The listing below has to be output exactly as given, less its pictures.

== DATA FOR REVIEW

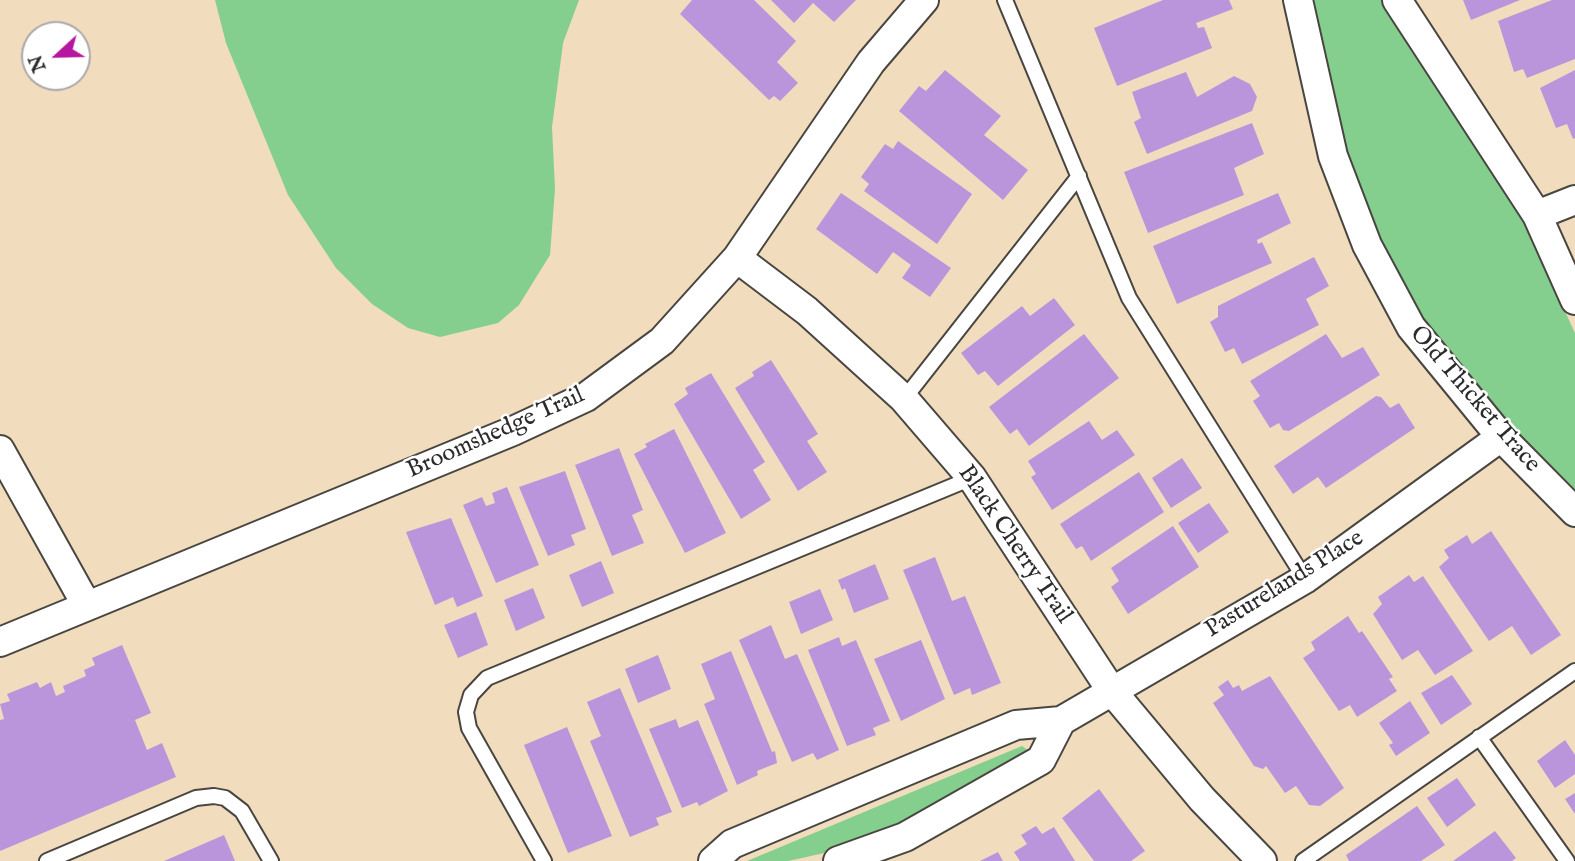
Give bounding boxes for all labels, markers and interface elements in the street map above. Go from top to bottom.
north arrow [21,21,91,91]
text: N [24,51,53,75]
street label: Old Thicket Trace [1403,321,1545,479]
street label: Broomshedge Trail [403,382,589,486]
street label: Black Cherry Trail [950,460,1078,630]
street label: Pasturelands Place [1200,525,1370,645]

====

=== WRITTEN RESPONSE ===
Give bounding boxes for all labels, markers and interface elements in the street map above. Go from top to bottom.
north arrow [21,21,91,91]
text: N [24,51,53,75]
street label: Old Thicket Trace [1403,321,1545,479]
street label: Broomshedge Trail [403,382,589,486]
street label: Black Cherry Trail [950,460,1078,630]
street label: Pasturelands Place [1200,525,1370,645]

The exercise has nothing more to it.